A power set-based statistical selection procedure to locate susceptible rare variants associated with complex traits with sequencing data

Bioinformatics, Aug 2014

Motivation: Existing association methods for rare variants from sequencing data have focused on aggregating variants in a gene or a genetic region because of the fact that analysing individual rare variants is underpowered. However, these existing rare variant detection methods are not able to identify which rare variants in a gene or a genetic region of all variants are associated with the complex diseases or traits. Once phenotypic associations of a gene or a genetic region are identified, the natural next step in the association study with sequencing data is to locate the susceptible rare variants within the gene or the genetic region. Results: In this article, we propose a power set-based statistical selection procedure that is able to identify the locations of the potentially susceptible rare variants within a disease-related gene or a genetic region.

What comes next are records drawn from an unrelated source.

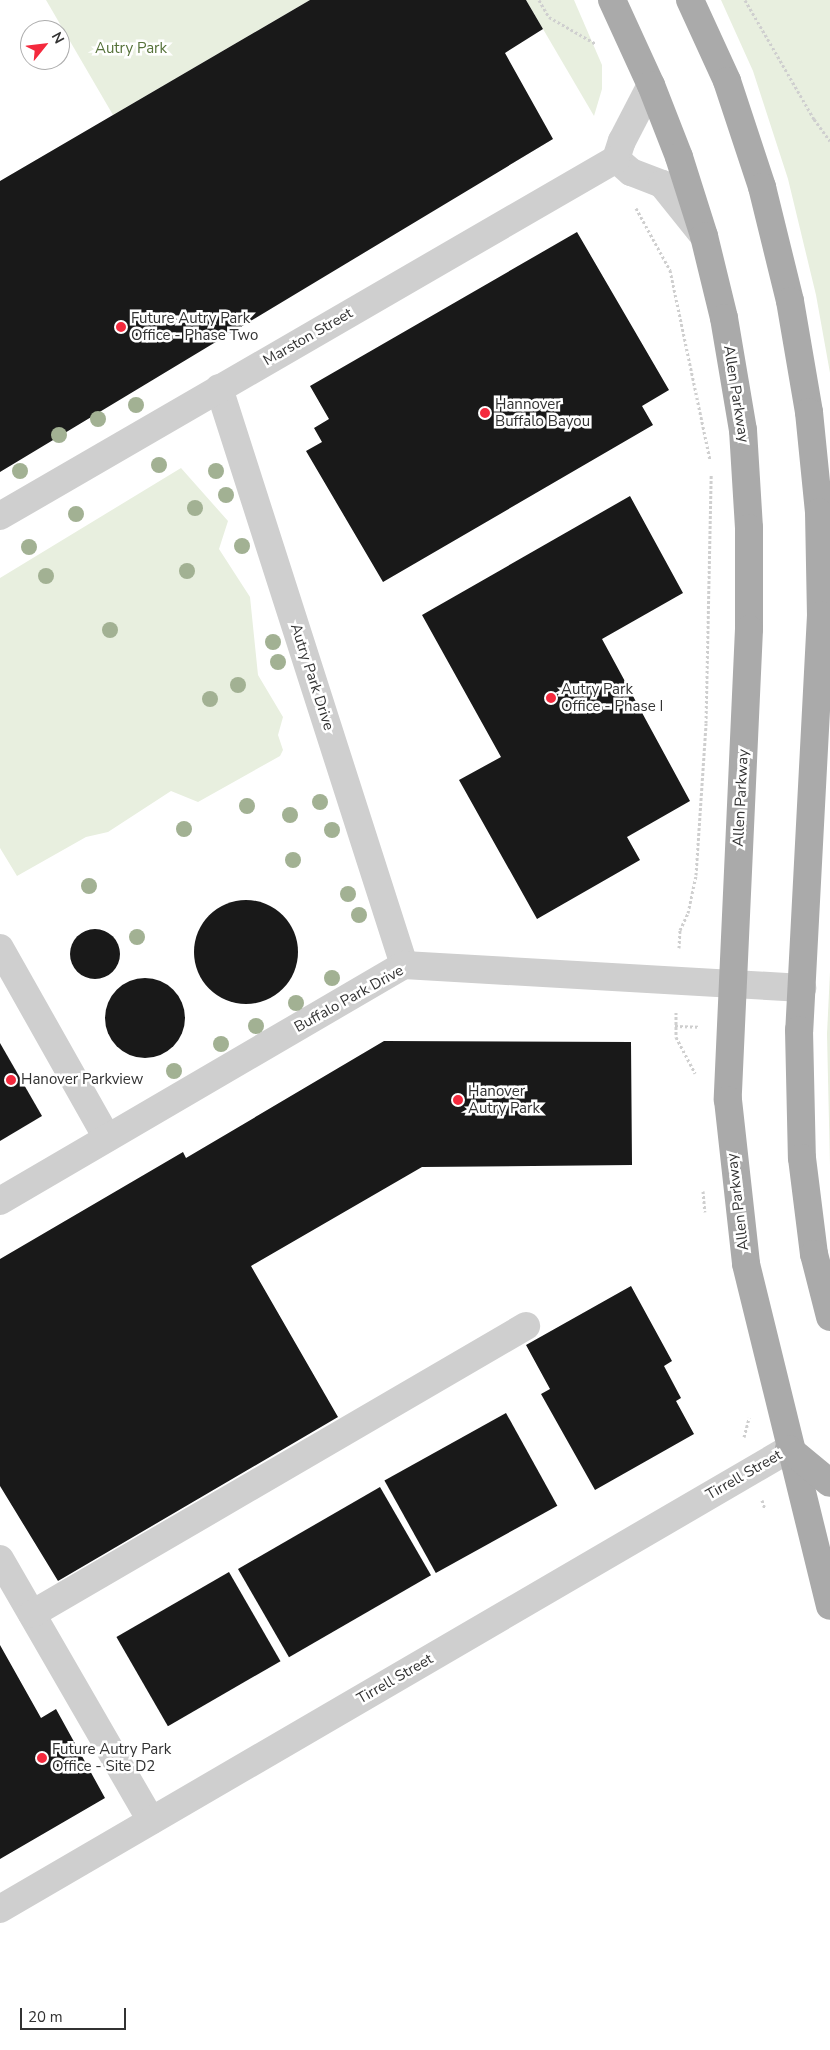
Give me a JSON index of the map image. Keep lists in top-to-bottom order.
{
  "streets": {
    "main road": ["Allen Parkway"],
    "street": [
      "Marston Street",
      "Autry Park Drive",
      "Buffalo Park Drive",
      "Tirrell Street"
    ]
  },
  "crossings": [
    ["Marston Street", "Autry Park Drive"],
    ["Allen Parkway", "Buffalo Park Drive"],
    ["Allen Parkway", "Tirrell Street"],
    ["Autry Park Drive", "Buffalo Park Drive"]
  ],
  "parks": ["Autry Park"],
  "places": [
    "Future Autry Park Office - Phase Two",
    "Hannover Buffalo Bayou",
    "Autry Park Office - Phase I",
    "Hanover Parkview",
    "Hanover Autry Park",
    "Future Autry Park Office - Site D2"
  ],
  "scale_bar": "20 m",
  "north": "top right"
}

The selection performance of the proposed selection procedure was evaluated through simulation studies, where we demonstrated the feasibility and superior power over several comparable existing methods. In particular, the proposed method is able to handle the mixed effects when both risk and protective variants are present in a gene or a genetic region. The proposed selection procedure was also applied to the sequence data on the ANGPTL gene family from the Dallas Heart Study to identify potentially susceptible rare variants within the trait-related genes. Availability and implementation: An R package ‘rvsel’ can be downloaded from http://www.columbia.edu/∼sw2206/ and http://statsun.pusan.ac.kr. Contact: sw2206{at}columbia.edu Supplementary information: Supplementary data are available at Bioinformatics online.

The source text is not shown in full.